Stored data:
=-=-=-=-=

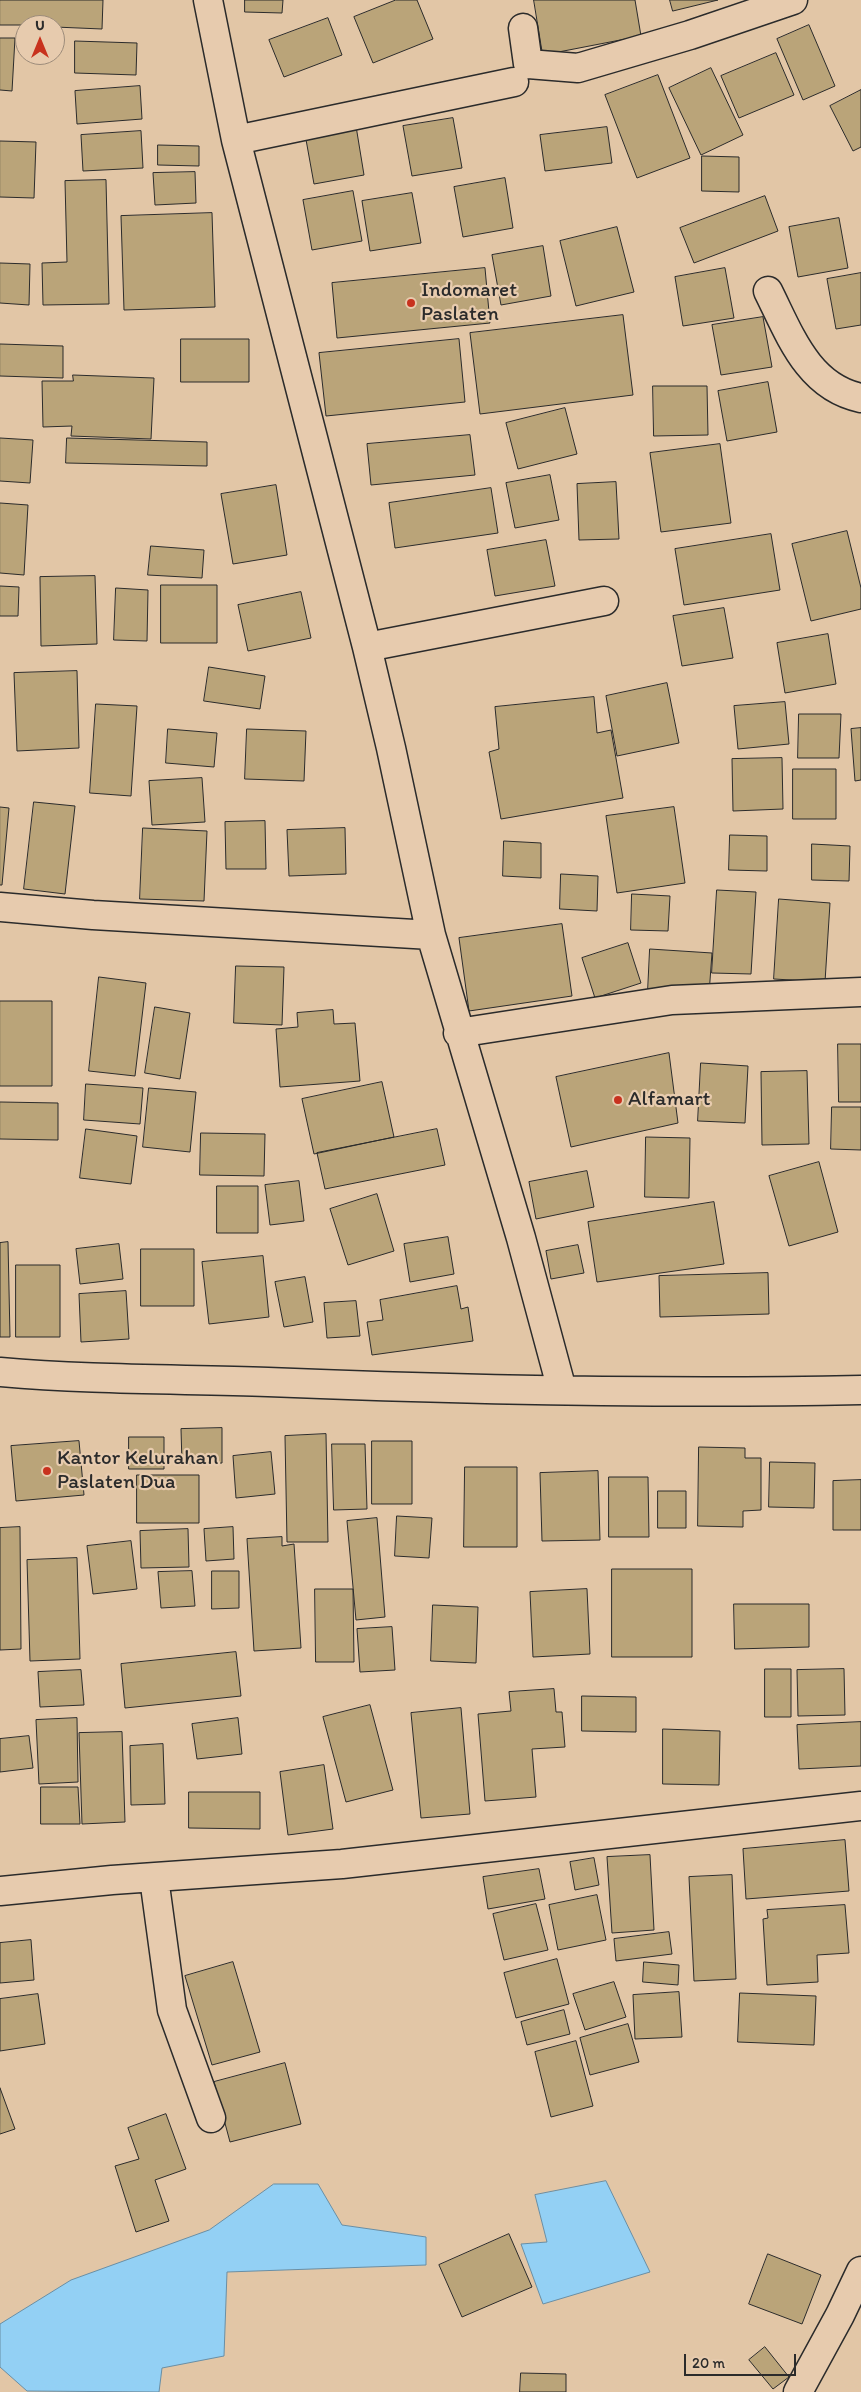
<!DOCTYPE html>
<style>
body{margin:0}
#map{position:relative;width:861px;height:2392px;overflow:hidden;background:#e2c6a6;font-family:Itim,sans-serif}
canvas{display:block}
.north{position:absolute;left:15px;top:15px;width:50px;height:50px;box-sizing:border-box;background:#e7cbae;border:1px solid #9c8b7a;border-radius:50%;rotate:0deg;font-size:14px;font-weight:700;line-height:20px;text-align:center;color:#2b2b2b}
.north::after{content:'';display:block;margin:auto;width:18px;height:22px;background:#c8321e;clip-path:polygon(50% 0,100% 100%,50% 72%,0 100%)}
.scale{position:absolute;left:684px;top:2354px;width:112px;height:22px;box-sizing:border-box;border:2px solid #2b2b2b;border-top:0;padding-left:6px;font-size:15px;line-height:18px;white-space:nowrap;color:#2b2b2b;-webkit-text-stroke:4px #e7cbae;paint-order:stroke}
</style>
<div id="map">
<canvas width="861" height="2392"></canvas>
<div class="north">U</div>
<div class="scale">20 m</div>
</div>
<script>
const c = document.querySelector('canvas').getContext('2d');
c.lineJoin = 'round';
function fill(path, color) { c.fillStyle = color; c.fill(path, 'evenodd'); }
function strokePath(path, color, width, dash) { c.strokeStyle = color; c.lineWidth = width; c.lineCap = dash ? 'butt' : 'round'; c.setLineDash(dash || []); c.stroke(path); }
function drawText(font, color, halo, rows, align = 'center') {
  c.font = font + ' Itim,sans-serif'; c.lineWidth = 4.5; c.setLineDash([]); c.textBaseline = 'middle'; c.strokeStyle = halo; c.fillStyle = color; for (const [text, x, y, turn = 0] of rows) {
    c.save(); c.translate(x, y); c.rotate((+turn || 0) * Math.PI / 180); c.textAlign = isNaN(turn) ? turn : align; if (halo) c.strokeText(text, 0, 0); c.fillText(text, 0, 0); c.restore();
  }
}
const water = new Path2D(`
 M606 2181 650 2272 543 2304 521 2244 547 2242 535 2195Z
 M274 2184H318L342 2225 426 2237V2265L227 2272 224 2356 162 2368 159 2392 27 2391 0 2367V2324L71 2280 209 2230Z`);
const building = new Path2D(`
 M0 0H103L102 29 55 27V25H0Z
 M245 0H283L282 13 245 12Z
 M396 0H417L433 39 373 63 354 17Z
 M534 0H635L641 36 543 55Z
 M670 0H718L673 11Z
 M328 18 342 55 284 77 269 40Z
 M809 25 835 86 803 100 777 39Z
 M0 38H15L12 91 0 90Z
 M75 41 137 43 136 75 75 73Z
 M776 53 794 95 739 118 721 76Z
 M711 68 743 135 701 155 669 88Z
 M658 75 690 158 637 178 605 95Z
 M140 86 142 119 77 124 75 91Z
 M861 90V147L853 151 830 106Z
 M453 118 462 168 412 176 403 126Z
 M356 126 364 175 314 184 305 134Z
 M607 127 612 163 545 171 540 135Z
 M141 131 143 168 83 171 81 135Z
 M0 141 36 142 34 198 0 197Z
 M158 145 199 146V166L158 165Z
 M702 156 739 157V192L702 191Z
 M195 172 196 203 155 205 153 173Z
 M505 178 513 228 463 237 454 187Z
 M106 180 109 304 43 305 42 263 67 262 65 181Z
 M353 191 362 241 312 250 303 200Z
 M412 193 421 243 370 251 362 201Z
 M765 196 778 231 694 263 680 228Z
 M212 213 215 307 124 310 121 216Z
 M839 218 848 268 798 277 789 227Z
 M617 227 634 292 576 306 560 241Z
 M543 246 551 296 501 305 492 255Z
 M0 263 30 264 29 305 0 303Z
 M485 268 490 323 337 338 332 283Z
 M725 268 734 318 683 326 675 277Z
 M861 273V325L836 329 827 279Z
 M623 315 633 395 480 414 470 333Z
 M763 317 772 367 721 375 712 325Z
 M181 339H249V382H181Z
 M459 339 465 402 326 416 319 353Z
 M0 344 63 346V378L0 376Z
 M73 375 154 378 151 439 71 436 72 426 43 427 42 381H73Z
 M768 382 777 432 727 441 718 391Z
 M653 386H707L708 435 654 436Z
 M565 408 577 454 518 469 506 423Z
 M470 435 475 475 371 485 367 444Z
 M0 438 33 440 30 483 0 481Z
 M67 438 207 442V466L66 463Z
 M720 444 731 523 661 532 650 453Z
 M550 475 559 520 515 528 506 483Z
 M616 482 619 539 579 540 577 484Z
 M276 485 287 555 233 564 221 494Z
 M491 488 498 533 395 548 389 503Z
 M0 503 28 505 24 575 0 573Z
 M847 531 861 588V609L811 621 792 544Z
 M771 534 780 590 684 605 675 549Z
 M546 540 555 586 495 596 487 550Z
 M151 546 204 550 202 578 148 575Z
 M95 576 97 644 41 646 40 577Z
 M161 585H217V643H161Z
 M0 586 19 587 18 616H0Z
 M116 588 148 590 147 641 114 640Z
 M301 592 311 638 248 651 238 605Z
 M724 608 733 658 682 666 673 616Z
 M828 634 836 684 785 693 777 643Z
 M209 667 265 676 260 709 204 701Z
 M77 671 79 748 17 751 14 673Z
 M667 683 679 743 617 756 606 696Z
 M594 697 597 733 611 730 623 798 501 819 489 752 499 749 495 707Z
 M785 702 789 744 738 749 734 706Z
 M96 704 137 706 131 796 90 793Z
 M799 714H841L839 758H798Z
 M861 728V780L855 781 851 729Z
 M168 729 217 733 214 767 166 763Z
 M247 729 306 731 304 781 245 779Z
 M782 758 783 809 733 811 732 759Z
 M793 769H836V819H793Z
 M202 778 205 822 152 825 149 781Z
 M34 802 75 806 65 894 24 889Z
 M0 807 9 808 2 885H0Z
 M674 807 685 883 617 893 606 816Z
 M265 821 266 869H226L225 822Z
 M143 828 207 831 204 901 140 899Z
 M345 828 346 874 289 876 287 830Z
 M730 835 767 836V871L729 870Z
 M504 841 541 843V878L503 876Z
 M812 844 850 846 849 881 812 880Z
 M561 874 598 876 597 911 560 909Z
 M717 890 756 892 751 974 712 973Z
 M632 894 670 896 668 931 631 930Z
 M779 899 830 903 825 982 774 979Z
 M562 924 572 996 469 1011 459 938Z
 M628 943 641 983 595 998 582 958Z
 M650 949 712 953 709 994 648 991Z
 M236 966 284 967 282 1025 234 1023Z
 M99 977 146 983 135 1076 89 1071Z
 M0 1001H52V1086H0Z
 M155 1007 190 1013 180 1079 145 1073Z
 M333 1010 334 1024 355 1023 360 1081 280 1087 276 1029 298 1027 297 1013Z
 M838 1044H861V1102H839Z
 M669 1053 678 1123 571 1147 556 1077Z
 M701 1063 748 1066 745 1123 698 1121Z
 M807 1071 809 1144 762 1145 761 1072Z
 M382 1082 394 1137 314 1154 302 1099Z
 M86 1084 143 1088 140 1124 84 1120Z
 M149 1088 196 1092 190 1152 143 1147Z
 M0 1102 58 1103V1140L0 1139Z
 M832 1107H861V1150L831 1149Z
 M86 1129 137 1136 131 1184 80 1178Z
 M437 1129 445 1165 325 1189 317 1153Z
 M201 1133 265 1134 264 1176 200 1175Z
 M646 1137 690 1138 689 1198 645 1197Z
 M819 1162 838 1232 789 1246 769 1176Z
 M587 1171 594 1207 536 1219 529 1182Z
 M299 1181 304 1221 270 1225 265 1185Z
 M217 1186H258V1233H217Z
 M377 1194 394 1251 348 1265 330 1209Z
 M714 1202 724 1264 597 1282 588 1222Z
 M448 1237 454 1274 410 1282 404 1244Z
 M8 1242 10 1337H0V1243Z
 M119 1244 123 1279 80 1284 76 1249Z
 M578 1245 584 1273 551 1279 546 1251Z
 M141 1249H194V1306H141Z
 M263 1256 269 1317 209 1324 202 1262Z
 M16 1265H60V1337H16Z
 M768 1273 769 1314 660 1317 659 1276Z
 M305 1277 313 1322 284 1327 275 1282Z
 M457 1286 461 1309 468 1307 473 1341 372 1355 367 1322 383 1320 380 1300Z
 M126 1291 129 1339 81 1342 79 1294Z
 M356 1301 360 1336 327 1338 324 1303Z
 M222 1428V1463L182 1464 181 1429Z
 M326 1434 328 1542H287L285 1436Z
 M129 1437H164V1469H129Z
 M79 1441 84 1495 16 1501 11 1446Z
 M372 1441H412V1504H372Z
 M332 1444H365L367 1509 334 1510Z
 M699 1447 745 1448V1458H761V1510L743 1511V1527L698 1526Z
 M271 1452 275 1494 236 1498 233 1456Z
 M770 1462 815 1463 814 1508 769 1507Z
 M465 1467H517V1547H464Z
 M598 1471 600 1540 542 1541 540 1473Z
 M137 1475H199V1523H137Z
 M609 1477H648L649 1537H609Z
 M861 1480V1530H833V1481Z
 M658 1491H686V1528H658Z
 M397 1516 432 1518 429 1558 395 1556Z
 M377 1518 385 1617 356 1620 347 1521Z
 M20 1527 21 1649 0 1650V1528Z
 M233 1527 234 1559 206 1561 204 1529Z
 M188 1529 189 1567 141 1568 140 1531Z
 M282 1537V1546L294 1544 301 1648 254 1651 247 1539Z
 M131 1541 137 1589 93 1594 87 1546Z
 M77 1558 80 1659 30 1661 27 1560Z
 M612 1569H692V1657H612Z
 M192 1571 195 1606 161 1608 158 1572Z
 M212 1571H239V1608L212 1609Z
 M315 1589H353L354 1662H316Z
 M587 1589 590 1654 533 1657 530 1592Z
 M734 1604H809V1647L735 1649Z
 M433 1605 478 1607 476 1663 431 1661Z
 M392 1627 395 1670 360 1672 357 1629Z
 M236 1652 241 1696 125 1708 121 1664Z
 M765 1669H791V1717H765Z
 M844 1669 845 1715 798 1716 797 1670Z
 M81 1670 84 1705 40 1707 38 1672Z
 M554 1689 556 1712H562L565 1747 532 1749 536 1797 485 1801 478 1714 511 1711 509 1692Z
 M582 1696 636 1697V1732L582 1731Z
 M370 1705 393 1790 346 1802 323 1717Z
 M461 1708 470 1814 421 1818 411 1713Z
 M77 1718 78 1782 39 1784 36 1720Z
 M238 1718 242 1754 197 1759 192 1724Z
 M861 1722V1766L799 1769 797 1725Z
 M663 1729 720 1731 719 1785 663 1784Z
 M122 1732 125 1822 82 1824 79 1733Z
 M29 1736 33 1768 0 1772V1739Z
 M163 1744 165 1804 131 1805 130 1746Z
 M324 1765 333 1829 288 1835 280 1772Z
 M41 1787H78L80 1824H41Z
 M189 1792H260V1829L189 1828Z
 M845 1840 849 1891 746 1899 743 1849Z
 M650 1855 654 1930 612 1933 607 1857Z
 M594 1858 599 1885 575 1890 570 1862Z
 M539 1869 545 1899 488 1909 483 1877Z
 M732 1875 736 1979 694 1981 689 1877Z
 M597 1895 606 1940 558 1950 549 1905Z
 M536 1904 548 1950 504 1960 493 1914Z
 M845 1905 849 1953 817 1955 818 1982 767 1985 763 1919 768 1918 767 1910Z
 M669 1932 672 1954 616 1961 614 1939Z
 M31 1940 34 1980 0 1983V1943Z
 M557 1959 569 2004 516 2018 504 1973Z
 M233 1962 260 2052 212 2065 185 1976Z
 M644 1962 679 1965 678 1985 643 1982Z
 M614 1982 626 2017 585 2030 573 1994Z
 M679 1992 682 2037 635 2039 633 1995Z
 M740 1993 816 1996 814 2045 738 2042Z
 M38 1994 45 2044 0 2051V1999Z
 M564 2010 570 2034 527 2045 521 2022Z
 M628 2024 639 2062 590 2075 580 2038Z
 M576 2041 593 2106 551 2117 535 2052Z
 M285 2063 301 2124 230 2142 214 2082Z
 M0 2088 15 2129 0 2134Z
 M166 2114 186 2169 155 2180 169 2221 136 2232 115 2166 139 2159 128 2128Z
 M509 2234 532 2287 462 2317 439 2265Z
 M768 2254 821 2275 802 2324 749 2304Z
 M765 2347 789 2377 773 2389 749 2360Z
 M521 2373 566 2374V2392H520Z`);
const minor = new Path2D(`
 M208 0 236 140 367 647 391 748 431 935 521 1238 562 1390
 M523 28 528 64 578 68 690 35 793 0
 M236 140 514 82
 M768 291C790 335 808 387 861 398
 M367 647 604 601
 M0 907 93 915 431 935
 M458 1033 672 1000 861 992
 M0 1372C89 1380 179 1379 268 1382 466 1390 663 1394 861 1390
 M154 1878 172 2010 211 2118
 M0 1891 112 1880 342 1864 861 1806
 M798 2392 840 2315 861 2271`);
const markers = [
 [411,303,5,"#c8321e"],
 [618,1100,5,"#c8321e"],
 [47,1471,5,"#c8321e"]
];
const poiNames = [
 ["Indomaret",421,291],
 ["Paslaten",421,315],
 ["Alfamart",628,1100],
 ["Kantor Kelurahan",57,1459],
 ["Paslaten Dua",57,1483]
];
fill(water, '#93d0f4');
strokePath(water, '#698ea4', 1);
fill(building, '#baa479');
strokePath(building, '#2b2b2b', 1);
strokePath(minor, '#2b2b2b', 31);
strokePath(minor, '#e7cbae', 28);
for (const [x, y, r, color] of markers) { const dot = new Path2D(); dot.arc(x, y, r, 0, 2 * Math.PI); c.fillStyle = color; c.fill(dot); strokePath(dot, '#e7cbae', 2); }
drawText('21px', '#2b2b2b', '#e7cbae', poiNames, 'left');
</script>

=-=-=-=-=

All lines from the one holding "M768 291C790 335 808 387 861 398" through the end of the entries need to be given again exactly. Leave out the others.

ANSWER:
 M768 291C790 335 808 387 861 398
 M367 647 604 601
 M0 907 93 915 431 935
 M458 1033 672 1000 861 992
 M0 1372C89 1380 179 1379 268 1382 466 1390 663 1394 861 1390
 M154 1878 172 2010 211 2118
 M0 1891 112 1880 342 1864 861 1806
 M798 2392 840 2315 861 2271`);
const markers = [
 [411,303,5,"#c8321e"],
 [618,1100,5,"#c8321e"],
 [47,1471,5,"#c8321e"]
];
const poiNames = [
 ["Indomaret",421,291],
 ["Paslaten",421,315],
 ["Alfamart",628,1100],
 ["Kantor Kelurahan",57,1459],
 ["Paslaten Dua",57,1483]
];
fill(water, '#93d0f4');
strokePath(water, '#698ea4', 1);
fill(building, '#baa479');
strokePath(building, '#2b2b2b', 1);
strokePath(minor, '#2b2b2b', 31);
strokePath(minor, '#e7cbae', 28);
for (const [x, y, r, color] of markers) { const dot = new Path2D(); dot.arc(x, y, r, 0, 2 * Math.PI); c.fillStyle = color; c.fill(dot); strokePath(dot, '#e7cbae', 2); }
drawText('21px', '#2b2b2b', '#e7cbae', poiNames, 'left');
</script>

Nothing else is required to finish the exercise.